### DATA EXCERPTS
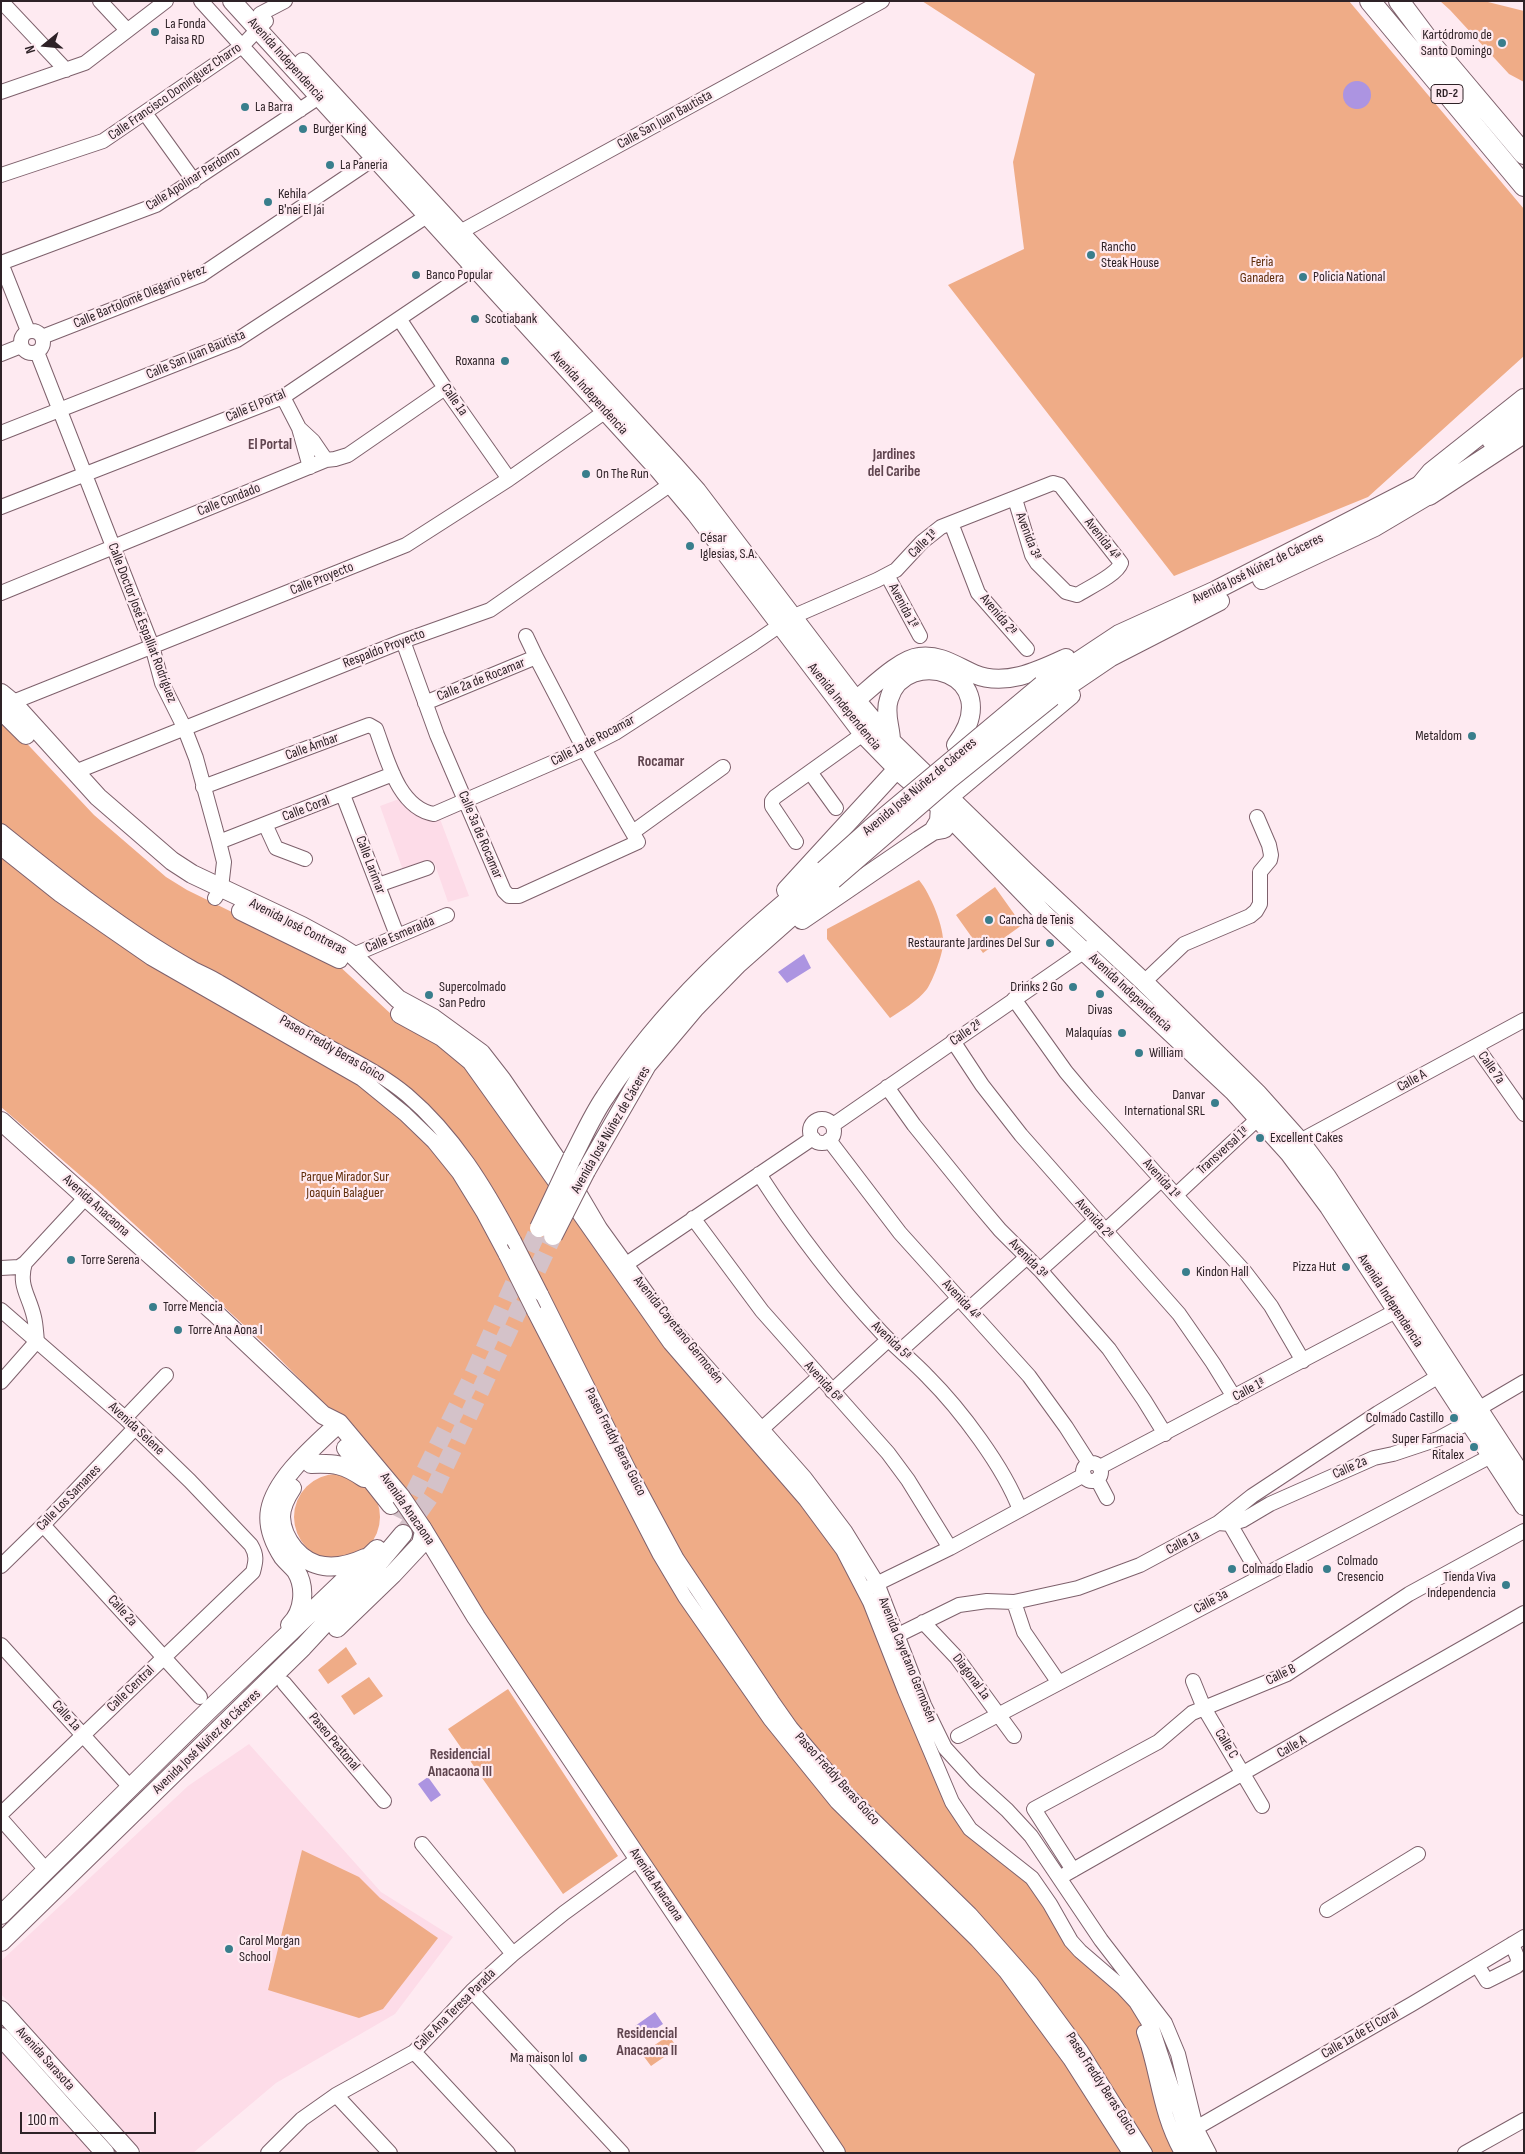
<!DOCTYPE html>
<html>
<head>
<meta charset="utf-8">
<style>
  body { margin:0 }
  #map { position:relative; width:1525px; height:2154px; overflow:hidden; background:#feeaf1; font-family:"Sofia Sans Condensed",sans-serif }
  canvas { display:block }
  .frame { position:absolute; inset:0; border:2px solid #2e2227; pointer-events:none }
  .north { position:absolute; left:20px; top:20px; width:50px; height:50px; -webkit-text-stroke:4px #feeaf1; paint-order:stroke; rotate:253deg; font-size:14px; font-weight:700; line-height:20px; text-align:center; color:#2e2227 }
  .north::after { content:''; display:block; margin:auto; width:18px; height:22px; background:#2e2227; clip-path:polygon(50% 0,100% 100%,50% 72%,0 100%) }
  .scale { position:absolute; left:20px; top:2112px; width:136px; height:22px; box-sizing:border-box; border:2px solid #2e2227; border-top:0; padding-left:6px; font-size:15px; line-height:18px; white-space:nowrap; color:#2e2227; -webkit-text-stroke:4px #feeaf1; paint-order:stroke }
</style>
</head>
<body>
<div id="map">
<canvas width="1525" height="2154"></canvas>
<div class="frame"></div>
<div class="north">N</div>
<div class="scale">100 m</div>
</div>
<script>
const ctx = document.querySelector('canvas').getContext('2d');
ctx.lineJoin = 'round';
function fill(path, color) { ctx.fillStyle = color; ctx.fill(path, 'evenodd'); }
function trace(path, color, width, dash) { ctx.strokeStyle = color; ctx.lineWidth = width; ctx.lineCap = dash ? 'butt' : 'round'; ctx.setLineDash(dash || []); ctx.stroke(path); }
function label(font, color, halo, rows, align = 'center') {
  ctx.font = font + ' "Sofia Sans Condensed",sans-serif'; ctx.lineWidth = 4.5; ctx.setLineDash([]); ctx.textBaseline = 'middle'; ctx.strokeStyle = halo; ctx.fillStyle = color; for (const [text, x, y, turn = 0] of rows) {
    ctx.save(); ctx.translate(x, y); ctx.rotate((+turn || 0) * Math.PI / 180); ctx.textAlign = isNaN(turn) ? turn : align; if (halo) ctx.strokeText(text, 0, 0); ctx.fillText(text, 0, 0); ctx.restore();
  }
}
fill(new Path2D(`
  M399,799L411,809L440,819L469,896L448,902L434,862L404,873L380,806Z
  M249,1744L381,1892L453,1937L395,2014L276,2083L193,2153H143L1,1994V1961L188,1786Z
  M1,2050L95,2153H1Z`), '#fddce8');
fill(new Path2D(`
  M922,1H1349L1524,209V356L1368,497L1174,576L948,285L1024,249L1013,162L1035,74Z
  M1440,1H1484L1524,11V82L1509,74L1450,10Z
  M1,716L94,815L166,877L187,890L336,963L391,1014L451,1048L852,1569L950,1802L1025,1875L1107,1983L1132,2006L1145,2028L1165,2106L1187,2153H845L402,1491L345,1425L273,1352L96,1189L1,1107Z
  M919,880C930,893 945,928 943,945C942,956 933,980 927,989C918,1001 902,1010 890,1018L827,939V929Z
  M995,887L1022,925L983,953L956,915Z
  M294 1517a43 43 0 1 1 86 0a43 43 0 1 1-86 0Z
  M346,1647L357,1664L328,1684L318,1670Z
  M369,1677L383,1696L354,1715L341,1696Z
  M508,1689L618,1856L563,1894L448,1729Z
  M302,1850L359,1877L380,1898L438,1938L383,2009L359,2018L268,1990Z
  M669,2035L677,2048L651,2066L642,2054Z`), '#efac87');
fill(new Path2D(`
  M1343 95a14 14 0 1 1 28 0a14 14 0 1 1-28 0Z
  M804,954L811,968L787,983L778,972Z
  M428,1777L441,1795L431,1802L418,1784Z
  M655,2012L663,2024L643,2037L635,2026Z`), '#ac94e1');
trace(new Path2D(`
  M401,1519L470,1381L539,1228
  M403,1534L432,1494L553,1236`), '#d4c2c9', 18, [18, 9]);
const minor = new Path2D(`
  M1,1L66,70
  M100,1L127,30
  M201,1L300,110
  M260,14L285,1
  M1,92L85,63L166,1
  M145,113L194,181
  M1,175L103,141L242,46L266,21
  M451,237L882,1
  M400,320L445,388L509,479
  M21 342a11 11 0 1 1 22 0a11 11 0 1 1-22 0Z
  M28,331L1,263L156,205L319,97
  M42,337L201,275L382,153
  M37,352L152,646L162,683L184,727L196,758L219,842L224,862L221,888L215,898
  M1,354L21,346
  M283,397L299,428L313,441L326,460
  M299,428L310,467
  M1,433L237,340L427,216
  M1,507L283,397L483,262
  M951,523L978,593L1027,649
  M887,575L920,636
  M1,593L326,460L335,459L348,455L445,388
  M526,636L536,657
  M403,641L437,735L504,891L509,896H519L638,842L584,749L536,657L425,703
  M3,706L406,545L509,479L613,406
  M75,772L403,641L490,610L671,484
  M810,772L836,808
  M203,787L369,725L376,729C387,758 398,808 434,814L584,749L615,733L754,643L792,617L877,580L896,570L922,542L941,527L1053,483L1060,485L1118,559L1121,563C1117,575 1088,588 1077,595L1066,592L1037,563L1032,555L1015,499
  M343,795L397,935
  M265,824L276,848L305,859
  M1,831C62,880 124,930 192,968C201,973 211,977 219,982C254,1002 288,1024 324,1044C352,1060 382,1074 407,1095C454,1135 486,1188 514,1241
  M633,832L723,767
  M219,842L393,774
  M796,842L772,806V801L775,797L863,734
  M1,848L60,895L151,958L362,1079L405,1114L434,1142L459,1173L483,1212L506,1255
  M378,885L427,868
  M353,955L447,915
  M1144,982L1184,944L1250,916L1256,911L1260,904V872L1270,860L1271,855L1269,845L1257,817
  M1014,999L1066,1072L1087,1097L1245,1272L1271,1306L1303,1361
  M953,1041L982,1085L1021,1135L1179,1314L1213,1363L1234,1397
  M1476,1046L1524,1114
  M887,1087L914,1125L978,1204L1000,1230L1040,1270L1109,1349L1144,1400L1165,1434
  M810 1131a12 12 0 1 1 24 0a12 12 0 1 1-24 0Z
  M833,1125L1092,946
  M829,1140L900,1233L1029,1376L1066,1427L1089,1463
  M1300,1141L1524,1020
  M759,1174C795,1230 835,1283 881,1332C896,1348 913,1361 928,1377C960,1409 1004,1467 1020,1510
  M573,1182L600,1228L670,1325L805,1478L845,1531L877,1583L924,1705L945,1748L975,1781L1007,1810L1031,1836L1101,1940L1165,2023L1178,2054L1196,2128L1209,2153
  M566,1195L670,1343L806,1500L843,1550L870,1602L905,1691L952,1802L970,1829L1032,1878L1050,1904L1071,1941L1080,1951L1123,1988L1136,2002L1152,2028L1187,2134L1196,2153
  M1176,1195L1265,1112
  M693,1218L762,1311L888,1453L908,1480L950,1548
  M1105,1231L1162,1179
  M25,1263C18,1286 29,1295 34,1317C36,1325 36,1333 37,1341
  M1,1268L19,1267L25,1263L86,1197
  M619,1269L813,1138
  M1040,1270L1095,1221
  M541,1294L629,1470L677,1559L772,1701L791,1728L846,1793L970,1914L1031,1983L1081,2051L1145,2153
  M969,1309L1027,1257
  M1,1310L125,1418L190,1481L251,1545C257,1555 256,1561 253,1572L1,1814
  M534,1311L660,1555L685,1597L770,1719L837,1802L977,1940L1006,1972L1070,2059L1130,2153
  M901,1350L959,1298
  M1,1382L37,1341
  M832,1391L888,1340
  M125,1418L166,1375
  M755,1435L819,1377
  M1083 1472a9 9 0 1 1 18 0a9 9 0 1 1-18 0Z
  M1100,1467L1396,1311
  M1097,1479L1107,1498
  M1218,1523L1230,1524L1243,1520L1270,1504L1374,1458L1393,1454L1438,1439L1469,1422L1478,1409L1524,1382
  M1230,1524L1260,1576
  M43,1525L200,1697
  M1,1566L43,1525L135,1428
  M870,1587L950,1548L1084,1475
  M1014,1602L1024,1632L1059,1683
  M923,1622L957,1658L1014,1736
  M896,1636L959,1605L987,1601L1014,1602L1078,1588L1140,1565L1218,1523L1252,1496L1378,1413L1439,1376
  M1,1645L130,1787
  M1193,1681L1204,1708L1262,1806
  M284,1683L384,1801
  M958,1736L1491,1456
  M1,1819L47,1871
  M422,1844L513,1954
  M1073,1870L1034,1809L1158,1742L1192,1713L1287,1674L1409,1594L1524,1531
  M1066,1874L1524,1613
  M1327,1910L1418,1854
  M1477,1965L1487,1981L1517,1966L1518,1959L1512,1944
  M472,1991L622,2153
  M1144,2032C1159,2075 1159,2112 1182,2153
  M414,2052L508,2153
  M336,2095L390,2153
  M1196,2128L1412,2004L1524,1937
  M268,2153L302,2119L336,2095L414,2052L472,1991L513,1954L564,1913L638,1859
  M1465,2153L1524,2120`);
const major = new Path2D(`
  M232,1L659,470L696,514L863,734L904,776L940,807L1043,913L1234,1092L1289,1153L1329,1207L1524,1506
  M303,62L674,465L697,491L856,700L891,741L1026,872L1144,982L1258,1094L1300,1141L1327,1177L1524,1479
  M1262,580L1375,527L1429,495
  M1042,685L1119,634L1216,590L1422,484
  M1,693L12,702L98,797L172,861L192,874L302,926L337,945L353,955L398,999L433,1018L481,1053L502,1080L572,1182
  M1052,697L1111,657L1220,601
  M851,708L856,700C872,687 900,659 919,657C940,654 956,666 974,674C1005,687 1038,671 1066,658
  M1,710L26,735
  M891,741C891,727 884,714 889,699C905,644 1009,673 956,745
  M933,831L939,821L940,807L949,797L1071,695
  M786,890L897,769
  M241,911L339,959
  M802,920L919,840L933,831L944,829
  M400,1014L442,1037L471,1061L566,1194
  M1,1121L214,1312L323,1415L339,1423L401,1497
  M572,1158C583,1137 592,1116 605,1097C663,1007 742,937 824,870
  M586,1171L647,1065L695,1008L738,964L833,880
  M346,1448L391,1505
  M311,1464C334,1463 344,1464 364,1478
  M292,1488C286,1497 281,1506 281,1517C282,1540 301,1563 324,1566C339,1568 352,1564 365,1558
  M422,1528L476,1617L836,2153
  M290,1625C304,1612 306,1587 296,1571C292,1566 287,1562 283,1557C274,1543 267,1526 270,1510C276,1478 316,1445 339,1423
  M337,1628L393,1574L421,1544L424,1531
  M1,1915L210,1709L377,1549
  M1,1942L303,1647L355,1591L403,1534
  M1,2010L130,2153
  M1,2037L105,2153`);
const highway = new Path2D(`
  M1370,1L1524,186
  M1399,1L1432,45L1524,154
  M1492,440L1524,418
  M1422,484L1432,472L1524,399
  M1429,495L1516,438`);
trace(minor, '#7e616c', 16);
trace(major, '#7e616c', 20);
trace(highway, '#7e616c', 22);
trace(minor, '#fff', 14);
trace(major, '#fff', 18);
trace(highway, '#fff', 20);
const minorBridge = new Path2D(`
  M514,1241L541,1294
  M506,1255L534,1311`);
const majorBridge = new Path2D(`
  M824,870L871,828L1042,685
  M833,880L950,779L1052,697
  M539,1228L572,1158
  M553,1236L586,1171
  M401,1497L422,1528`);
trace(minorBridge, '#7e616c', 16, []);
trace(majorBridge, '#7e616c', 20, []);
trace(minorBridge, '#fff', 14);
trace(majorBridge, '#fff', 18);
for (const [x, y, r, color] of [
  [155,32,5,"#397e8c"],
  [1502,43,5,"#397e8c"],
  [245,107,5,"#397e8c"],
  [303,129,5,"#397e8c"],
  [330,165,5,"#397e8c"],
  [268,202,5,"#397e8c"],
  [1091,255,5,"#397e8c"],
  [416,275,5,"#397e8c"],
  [1303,277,5,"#397e8c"],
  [475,319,5,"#397e8c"],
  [505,361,5,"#397e8c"],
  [586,474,5,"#397e8c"],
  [690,546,5,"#397e8c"],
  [1472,736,5,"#397e8c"],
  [989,920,5,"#397e8c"],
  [1050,943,5,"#397e8c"],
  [1073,987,5,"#397e8c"],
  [1100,994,5,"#397e8c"],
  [429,995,5,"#397e8c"],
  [1122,1033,5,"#397e8c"],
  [1139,1053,5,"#397e8c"],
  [1215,1103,5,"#397e8c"],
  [1260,1138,5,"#397e8c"],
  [71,1260,5,"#397e8c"],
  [1346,1267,5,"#397e8c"],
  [1186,1272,5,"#397e8c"],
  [153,1307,5,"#397e8c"],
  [178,1330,5,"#397e8c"],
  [1454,1418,5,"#397e8c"],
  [1474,1447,5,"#397e8c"],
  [1232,1569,5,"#397e8c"],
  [1327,1569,5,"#397e8c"],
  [1506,1585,5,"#397e8c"],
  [229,1949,5,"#397e8c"],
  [583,2058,5,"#397e8c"]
]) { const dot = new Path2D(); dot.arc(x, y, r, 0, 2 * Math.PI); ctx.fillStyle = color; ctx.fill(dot); trace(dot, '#feeaf1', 2); }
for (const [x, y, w] of [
  [1447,94,32]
]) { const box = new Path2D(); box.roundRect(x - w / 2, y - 9.5, w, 19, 4); ctx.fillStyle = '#feeaf1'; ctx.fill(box); trace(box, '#2e2227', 1); }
label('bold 12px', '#2e2227', null, [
  ["RD-2",1447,94]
]);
label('14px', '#2e2227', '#feeaf1', [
  ["La Fonda",165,24],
  ["Paisa RD",165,40],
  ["Kartódromo de",1492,35,"right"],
  ["Santo Domingo",1492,51,"right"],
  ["La Barra",255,107],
  ["Burger King",313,129],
  ["La Paneria",340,165],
  ["Kehila",278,194],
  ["B'nei El Jai",278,210],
  ["Rancho",1101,247],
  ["Steak House",1101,263],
  ["Banco Popular",426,275],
  ["Policia National",1313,277],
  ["Scotiabank",485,319],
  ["Roxanna",495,361,"right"],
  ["On The Run",596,474],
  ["César",700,538],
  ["Iglesias, S.A.",700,554],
  ["Metaldom",1462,736,"right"],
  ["Cancha de Tenis",999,920],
  ["Restaurante Jardines Del Sur",1040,943,"right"],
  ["Supercolmado",439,987],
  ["San Pedro",439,1003],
  ["Drinks 2 Go",1063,987,"right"],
  ["Divas",1100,1010,"center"],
  ["Malaquías",1112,1033,"right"],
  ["William",1149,1053],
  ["Danvar",1205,1095,"right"],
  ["International SRL",1205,1111,"right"],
  ["Excellent Cakes",1270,1138],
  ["Torre Serena",81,1260],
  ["Pizza Hut",1336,1267,"right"],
  ["Kindon Hall",1196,1272],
  ["Torre Mencia",163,1307],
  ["Torre Ana Aona I",188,1330],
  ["Colmado Castillo",1444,1418,"right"],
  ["Super Farmacia",1464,1439,"right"],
  ["Ritalex",1464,1455,"right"],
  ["Colmado",1337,1561],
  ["Cresencio",1337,1577],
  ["Colmado Eladio",1242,1569],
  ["Tienda Viva",1496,1577,"right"],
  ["Independencia",1496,1593,"right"],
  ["Carol Morgan",239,1941],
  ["School",239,1957],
  ["Ma maison lol",573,2058,"right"]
], 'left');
label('14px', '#2e2227', '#feeaf1', [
  ["Avenida Independencia",286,60,48],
  ["Calle Francisco Domínguez Charro",175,92,-35],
  ["Calle San Juan Bautista",665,120,-29],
  ["Calle Apolinar Perdomo",193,179,-32],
  ["Calle Bartolomé Olegario Pérez",140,297,-23],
  ["Calle San Juan Bautista",196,355,-23],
  ["Avenida Independencia",589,393,48],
  ["Calle 1a",454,400,55],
  ["Calle El Portal",256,406,-23],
  ["Calle Condado",229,500,-22],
  ["Avenida 3ª",1028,536,69],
  ["Avenida 4ª",1102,539,52],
  ["Calle 1ª",923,544,-44],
  ["Avenida José Núñez de Cáceres",1258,569,-26],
  ["Calle Proyecto",322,579,-22],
  ["Avenida 1ª",903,606,62],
  ["Avenida 2ª",998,615,50],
  ["Calle Doctor José Espalliat Rodríguez",142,623,69],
  ["Respaldo Proyecto",384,649,-21],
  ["Calle 2a de Rocamar",481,680,-22],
  ["Avenida Independencia",844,707,51],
  ["Calle 1a de Rocamar",593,741,-28],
  ["Calle Ámbar",312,747,-20],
  ["Avenida José Núñez de Cáceres",920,787,-40],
  ["Calle Coral",306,809,-21],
  ["Calle 3a de Rocamar",480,835,67],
  ["Calle Larimar",370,865,69],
  ["Avenida José Contreras",298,927,27],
  ["Calle Esmeralda",400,935,-23],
  ["Avenida Independencia",1130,993,43],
  ["Calle 2ª",966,1033,-34],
  ["Paseo Freddy Beras Goico",332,1049,30],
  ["Calle 7a",1491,1068,55],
  ["Calle A",1412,1081,-29],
  ["Avenida José Núñez de Cáceres",611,1130,-60],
  ["Transversal 1ª",1223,1151,-42],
  ["Avenida 1ª",1161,1179,48],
  ["Avenida Anacaona",96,1206,42],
  ["Avenida 2ª",1094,1219,48],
  ["Avenida 3ª",1028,1259,46],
  ["Avenida 4ª",961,1300,47],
  ["Avenida Independencia",1390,1301,57],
  ["Avenida Cayetano Germosén",678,1330,51],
  ["Avenida 5ª",891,1341,44],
  ["Avenida 6ª",823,1382,48],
  ["Calle 1ª",1249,1390,-28],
  ["Avenida Selene",136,1429,43],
  ["Paseo Freddy Beras Goico",615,1442,63],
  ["Calle 2a",1350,1468,-24],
  ["Calle Los Samanes",69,1498,-46],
  ["Avenida Anacaona",407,1509,55],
  ["Calle 1a",1183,1543,-28],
  ["Calle 3a",1211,1602,-28],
  ["Calle 2a",122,1611,48],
  ["Avenida Cayetano Germosén",907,1660,68],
  ["Calle B",1281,1675,-26],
  ["Diagonal 1a",971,1677,53],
  ["Calle Central",131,1689,-44],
  ["Calle 1a",66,1716,48],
  ["Avenida José Núñez de Cáceres",207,1742,-44],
  ["Paseo Peatonal",334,1742,50],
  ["Calle C",1226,1744,59],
  ["Calle A",1292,1747,-30],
  ["Paseo Freddy Beras Goico",837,1779,48],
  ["Avenida Anacaona",656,1885,56],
  ["Calle Ana Teresa Parada",455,2010,-45],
  ["Calle 1a de El Coral",1360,2034,-30],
  ["Avenida Sarasota",45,2059,48],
  ["Paseo Freddy Beras Goico",1101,2084,57]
]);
label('14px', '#5e2c09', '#feeaf1', [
  ["Feria",1262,262],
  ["Ganadera",1262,278],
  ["Parque Mirador Sur",345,1177],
  ["Joaquín Balaguer",345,1193]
]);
label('bold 15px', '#60454f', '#feeaf1', [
  ["El Portal",270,445],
  ["Jardines",894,455],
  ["del Caribe",894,472],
  ["Rocamar",661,762],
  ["Residencial",460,1755],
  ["Anacaona III",460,1772],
  ["Residencial",647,2034],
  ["Anacaona II",647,2051]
]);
</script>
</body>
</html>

### AIM OF THE TASK
Reproduce only the lines of the records from the start up to and including the line that holds "function fill(path, color)"; do not carry over any picture.

### RESPONSE
<!DOCTYPE html>
<html>
<head>
<meta charset="utf-8">
<style>
  body { margin:0 }
  #map { position:relative; width:1525px; height:2154px; overflow:hidden; background:#feeaf1; font-family:"Sofia Sans Condensed",sans-serif }
  canvas { display:block }
  .frame { position:absolute; inset:0; border:2px solid #2e2227; pointer-events:none }
  .north { position:absolute; left:20px; top:20px; width:50px; height:50px; -webkit-text-stroke:4px #feeaf1; paint-order:stroke; rotate:253deg; font-size:14px; font-weight:700; line-height:20px; text-align:center; color:#2e2227 }
  .north::after { content:''; display:block; margin:auto; width:18px; height:22px; background:#2e2227; clip-path:polygon(50% 0,100% 100%,50% 72%,0 100%) }
  .scale { position:absolute; left:20px; top:2112px; width:136px; height:22px; box-sizing:border-box; border:2px solid #2e2227; border-top:0; padding-left:6px; font-size:15px; line-height:18px; white-space:nowrap; color:#2e2227; -webkit-text-stroke:4px #feeaf1; paint-order:stroke }
</style>
</head>
<body>
<div id="map">
<canvas width="1525" height="2154"></canvas>
<div class="frame"></div>
<div class="north">N</div>
<div class="scale">100 m</div>
</div>
<script>
const ctx = document.querySelector('canvas').getContext('2d');
ctx.lineJoin = 'round';
function fill(path, color) { ctx.fillStyle = color; ctx.fill(path, 'evenodd'); }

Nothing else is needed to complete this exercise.